The Institute of World Politics, an independent graduate school of national security and international affairs, has received several significant gifts within the past year that are advancing the school’s mission to educate principled, well-rounded leaders in national security and international affairs.
Recently, IWP received significant funding from Ned and Carol Spieker from the Silicon Valley area to support its Cyber Intelligence Initiative (Ci2). This program is focused not on technological vulnerabilities, but instead on human vulnerabilities, such as ignorance of how hostile intelligence organizations operate, poor cyber hygiene, and inadequate analysis of cyberattacks, their patterns, and their targets. The program is under the direction of IWP’s Senior Vice President for Cyber Intelligence, Dean Lane, retired Navy Captain and retired Silicon Valley CIO and CEO.
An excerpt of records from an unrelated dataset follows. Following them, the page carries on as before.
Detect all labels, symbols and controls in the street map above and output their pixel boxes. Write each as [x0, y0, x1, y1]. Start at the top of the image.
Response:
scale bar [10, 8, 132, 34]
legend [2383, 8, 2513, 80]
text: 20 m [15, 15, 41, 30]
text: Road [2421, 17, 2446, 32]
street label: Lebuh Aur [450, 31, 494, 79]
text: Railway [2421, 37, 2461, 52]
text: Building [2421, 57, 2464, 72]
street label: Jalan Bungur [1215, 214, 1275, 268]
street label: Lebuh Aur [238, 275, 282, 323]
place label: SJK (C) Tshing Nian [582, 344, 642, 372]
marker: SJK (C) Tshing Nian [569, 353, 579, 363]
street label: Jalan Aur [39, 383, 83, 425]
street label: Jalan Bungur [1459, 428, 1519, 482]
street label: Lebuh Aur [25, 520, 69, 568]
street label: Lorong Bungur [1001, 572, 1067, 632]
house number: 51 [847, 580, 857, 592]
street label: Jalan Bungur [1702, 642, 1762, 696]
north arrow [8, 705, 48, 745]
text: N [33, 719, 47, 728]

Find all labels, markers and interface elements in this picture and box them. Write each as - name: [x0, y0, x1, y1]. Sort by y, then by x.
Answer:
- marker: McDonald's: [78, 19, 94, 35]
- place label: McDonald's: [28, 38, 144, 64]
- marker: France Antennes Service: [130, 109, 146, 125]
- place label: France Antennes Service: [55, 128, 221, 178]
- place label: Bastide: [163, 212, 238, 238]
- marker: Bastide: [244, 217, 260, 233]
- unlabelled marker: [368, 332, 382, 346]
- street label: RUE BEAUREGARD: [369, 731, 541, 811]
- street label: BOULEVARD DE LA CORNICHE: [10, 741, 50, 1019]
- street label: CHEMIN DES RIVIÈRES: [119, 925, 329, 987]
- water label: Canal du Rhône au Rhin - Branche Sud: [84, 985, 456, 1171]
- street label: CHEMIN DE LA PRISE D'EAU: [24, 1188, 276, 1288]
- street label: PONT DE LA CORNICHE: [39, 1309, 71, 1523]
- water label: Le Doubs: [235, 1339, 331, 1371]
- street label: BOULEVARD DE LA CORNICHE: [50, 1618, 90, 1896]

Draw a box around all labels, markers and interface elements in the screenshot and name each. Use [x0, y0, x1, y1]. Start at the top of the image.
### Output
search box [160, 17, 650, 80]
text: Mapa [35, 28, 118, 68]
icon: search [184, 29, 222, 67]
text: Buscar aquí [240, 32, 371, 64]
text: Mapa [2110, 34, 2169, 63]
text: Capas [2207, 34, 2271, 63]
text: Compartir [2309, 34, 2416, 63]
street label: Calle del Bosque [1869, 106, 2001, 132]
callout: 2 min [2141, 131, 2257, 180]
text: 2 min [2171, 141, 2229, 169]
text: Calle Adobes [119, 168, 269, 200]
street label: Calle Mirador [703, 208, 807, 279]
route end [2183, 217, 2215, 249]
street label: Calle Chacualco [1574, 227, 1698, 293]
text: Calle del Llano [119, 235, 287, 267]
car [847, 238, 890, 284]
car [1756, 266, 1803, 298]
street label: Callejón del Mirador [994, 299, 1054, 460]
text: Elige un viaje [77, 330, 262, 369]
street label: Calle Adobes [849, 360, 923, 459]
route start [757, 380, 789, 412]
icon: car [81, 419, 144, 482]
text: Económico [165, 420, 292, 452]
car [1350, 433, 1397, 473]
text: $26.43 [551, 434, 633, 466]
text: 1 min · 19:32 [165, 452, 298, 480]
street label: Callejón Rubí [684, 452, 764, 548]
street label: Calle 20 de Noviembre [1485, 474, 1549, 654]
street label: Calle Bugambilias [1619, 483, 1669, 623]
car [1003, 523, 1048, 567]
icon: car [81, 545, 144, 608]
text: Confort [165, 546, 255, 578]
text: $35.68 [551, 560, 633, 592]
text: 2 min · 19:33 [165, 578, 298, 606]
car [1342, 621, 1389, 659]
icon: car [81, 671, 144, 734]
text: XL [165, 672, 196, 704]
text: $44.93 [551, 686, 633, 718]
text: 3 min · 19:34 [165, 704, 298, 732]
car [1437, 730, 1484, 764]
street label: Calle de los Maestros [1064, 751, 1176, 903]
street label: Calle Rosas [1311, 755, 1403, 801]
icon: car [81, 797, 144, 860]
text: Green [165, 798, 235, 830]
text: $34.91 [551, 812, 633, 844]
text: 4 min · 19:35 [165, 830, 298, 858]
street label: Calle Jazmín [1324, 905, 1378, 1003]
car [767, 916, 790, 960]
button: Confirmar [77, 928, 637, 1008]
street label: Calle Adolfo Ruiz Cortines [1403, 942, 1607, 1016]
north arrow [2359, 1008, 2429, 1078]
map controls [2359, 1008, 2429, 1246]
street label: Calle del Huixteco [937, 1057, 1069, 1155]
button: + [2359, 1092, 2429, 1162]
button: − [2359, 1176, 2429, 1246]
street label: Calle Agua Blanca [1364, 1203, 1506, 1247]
“We are pleased to contribute to the Institute’s Cyber Intelligence Initiative,” Mr. Spieker commented. “We know some cyber threats can be costly or existential to financial networks, power and communications grids, and even civil society. This is a strategic investment, because it addresses a critical, non-technical aspect of cyber security that few other educational institutions are equipped to offer. IWP seems to be leading the way in cyber intelligence and counterintelligence.”
This gift for Ci2 is one of several big gifts that IWP has received over the past year. IWP also recently received a $2 million gift from its Vice Chairman, John Lovewell, and his wife Cynthia.
“Cynthia and I believe the success of IWP is critically important to the future of the United States,” said Mr. Lovewell. “There are many worthy community causes competing for our support. But these community charities lose their relevance if the political economy on which they depend is overcome by external threats or fails from within. For this reason, we cannot think of a higher or more urgent priority than supporting those institutions dedicated to preserving the American experiment.”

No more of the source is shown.